Pas besoin d’aller farfouiller dans les tréfonds des rayons des librairies pour mesurer l’importance que les éditeurs accordent à l’écologie : celle-ci se retrouve désormais en tête de gondole. La rentrée des essais, un peu plus tardive et étalée que celle des romans, ne va pas déroger à la règle. Comme le notait Florent Georgesco dans un long article pour le Monde la semaine dernière, la pandémie a suscité son lot d’analyses environnementales. ‘’Au demeurant, les sujets écologiques dépassent très largement le champ de nos inquiétudes virologiques. C’est, en l’occurrence, une tendance forte et quasi obsessionnelle de l’édition de non-fiction depuis plusieurs années’’.

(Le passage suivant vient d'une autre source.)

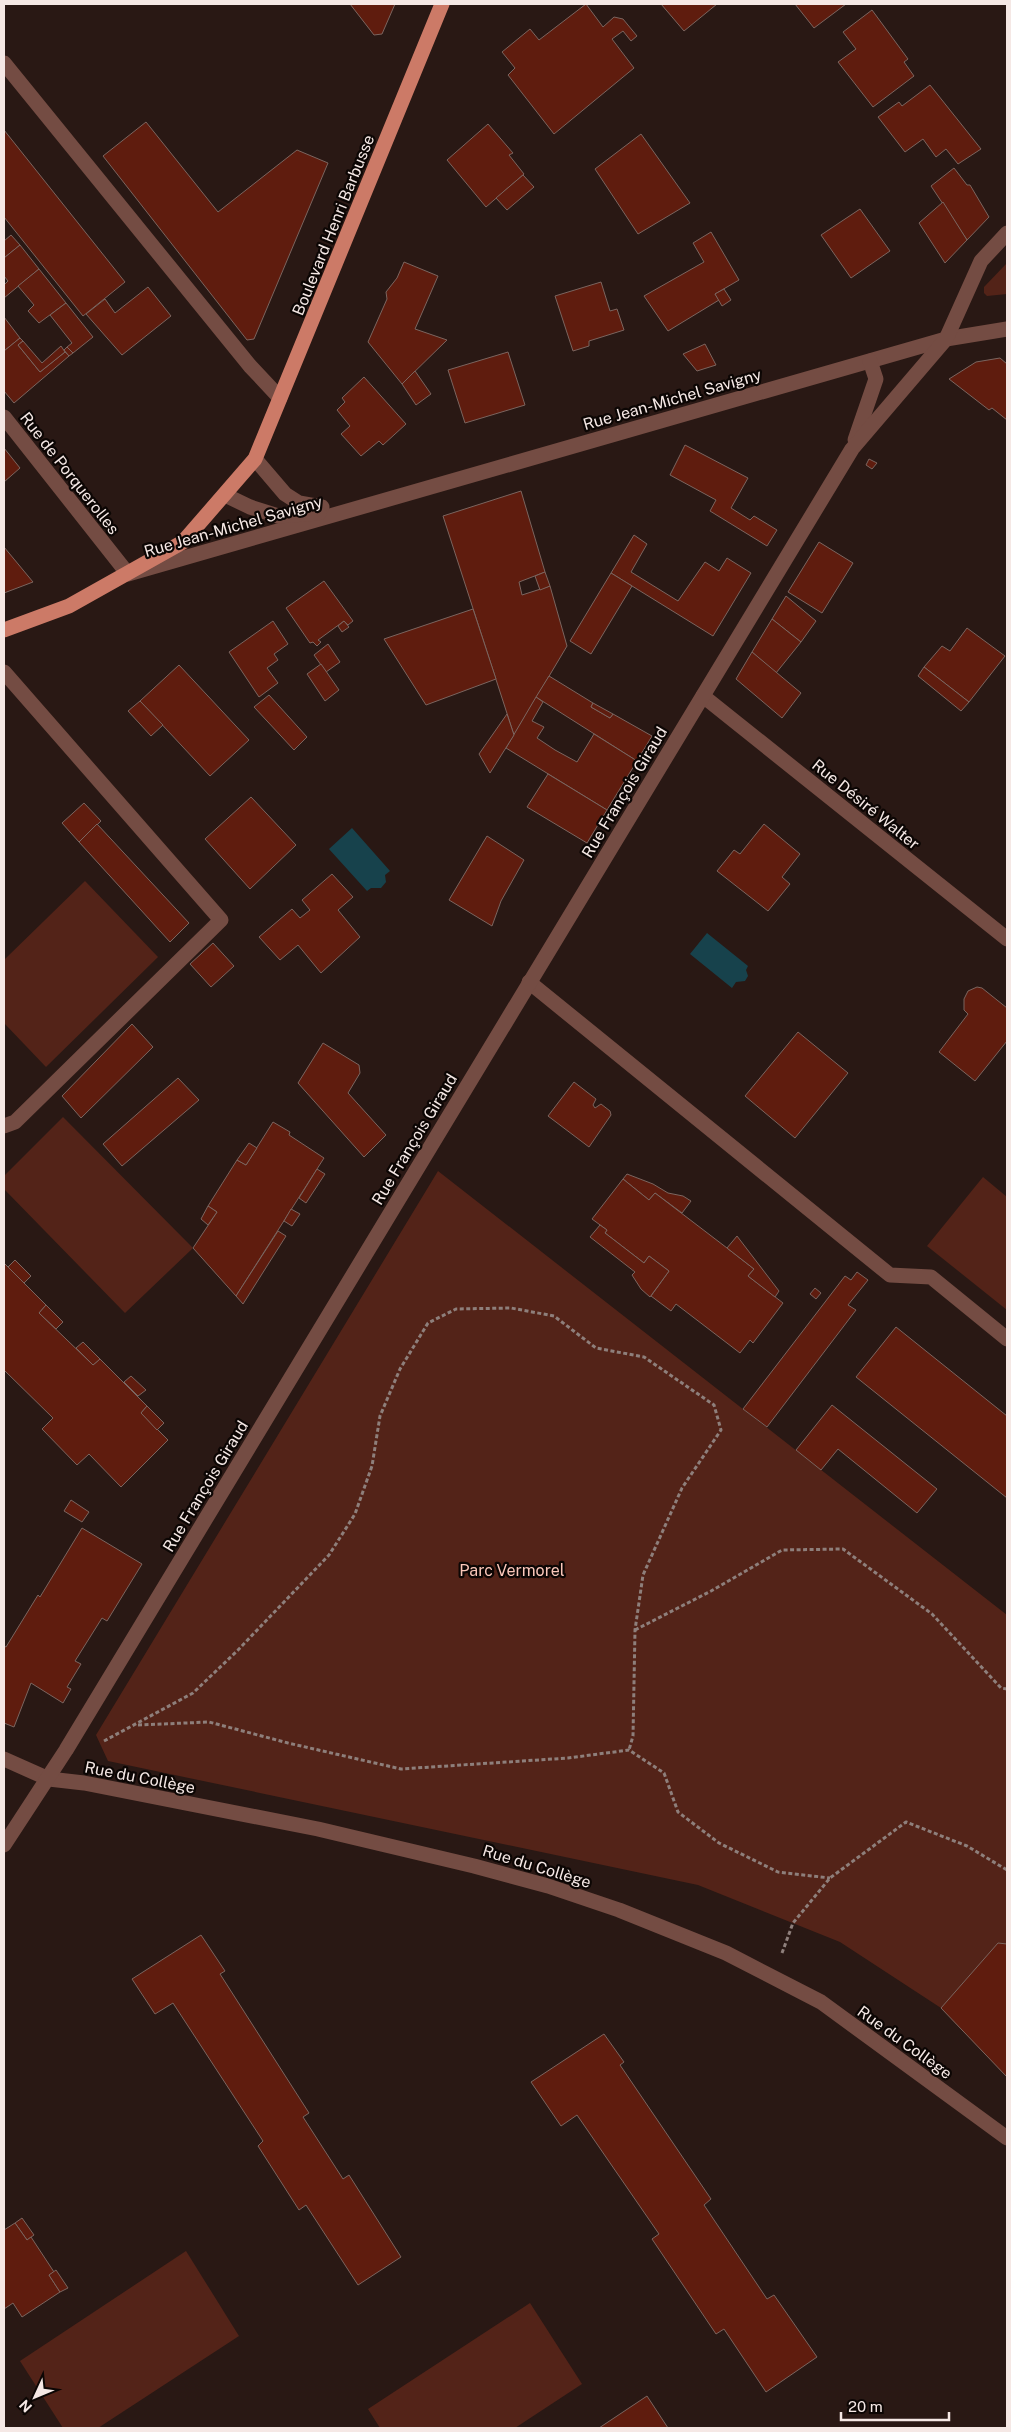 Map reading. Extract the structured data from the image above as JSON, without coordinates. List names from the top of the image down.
{
  "streets": {
    "main road": ["Boulevard Henri Barbusse", "Rue Jean-Michel Savigny"],
    "street": [
      "Rue de Porquerolles",
      "Rue François Giraud",
      "Rue Désiré Walter",
      "Rue du Collège"
    ]
  },
  "crossings": [
    ["Boulevard Henri Barbusse", "Rue Jean-Michel Savigny"],
    ["Rue Jean-Michel Savigny", "Rue de Porquerolles"],
    ["Rue Jean-Michel Savigny", "Rue François Giraud"],
    ["Rue François Giraud", "Rue Désiré Walter"],
    ["Rue François Giraud", "Rue du Collège"]
  ],
  "parks": ["Parc Vermorel"],
  "scale_bar": "20 m",
  "north": "bottom left"
} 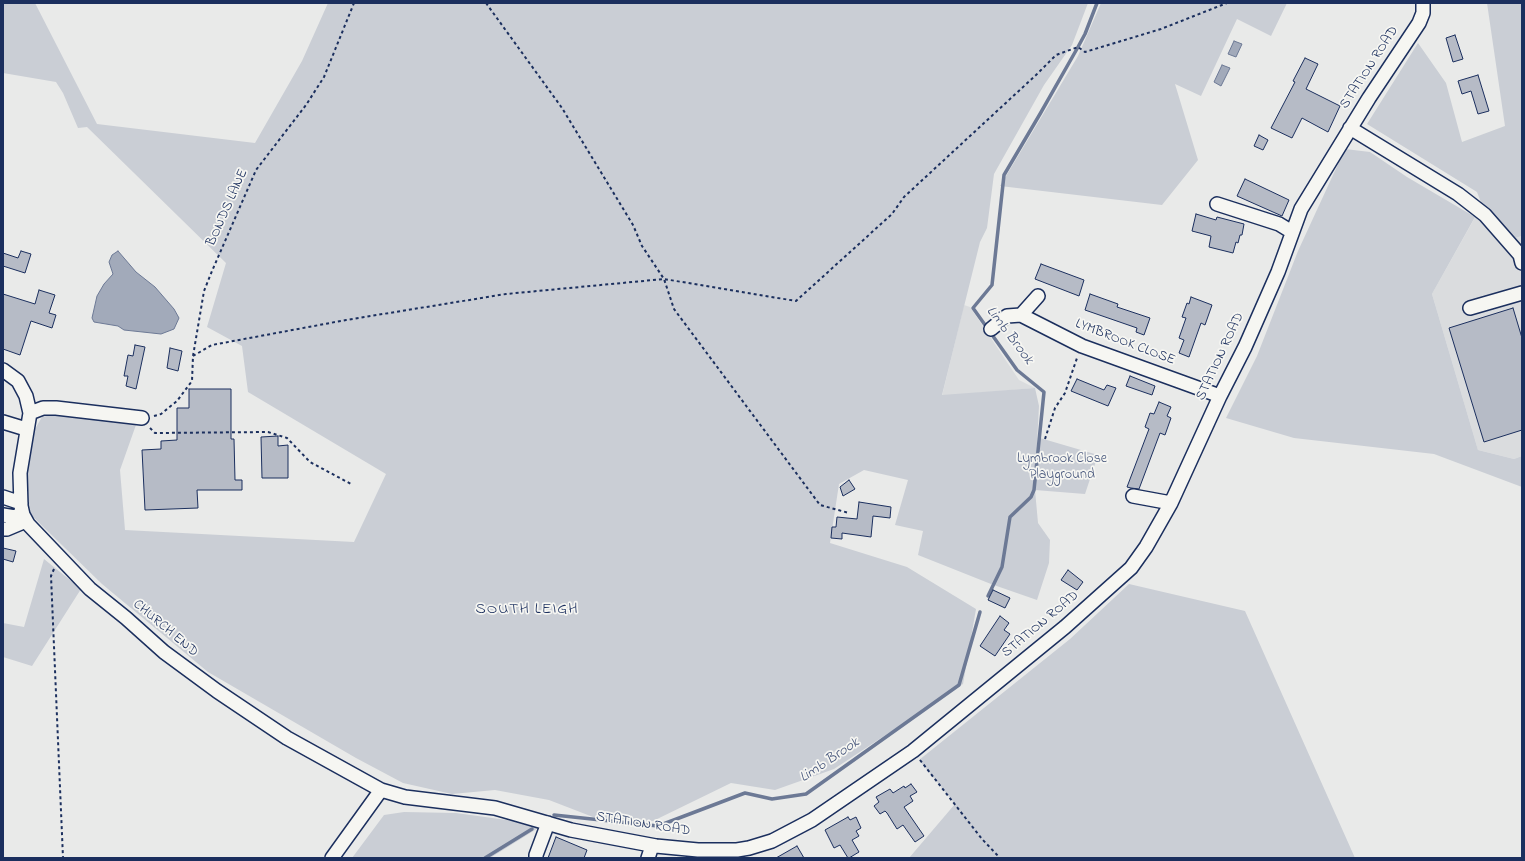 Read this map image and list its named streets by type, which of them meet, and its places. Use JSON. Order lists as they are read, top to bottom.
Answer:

Dans ce flot de lectures possibles (dont j’aurai l’occasion de vous parler tout au long de cette nouvelle saison), il est un genre en vogue qui a d’autant plus retenu mon attention que j’en suis assez client, bien que celui-ci pose question : la ‘’résurrection’’ d’auteurs considérés comme précurseurs, de récits visionnaires qui témoignent, ou semblent témoigner, d’une compréhension des bouleversements à venir.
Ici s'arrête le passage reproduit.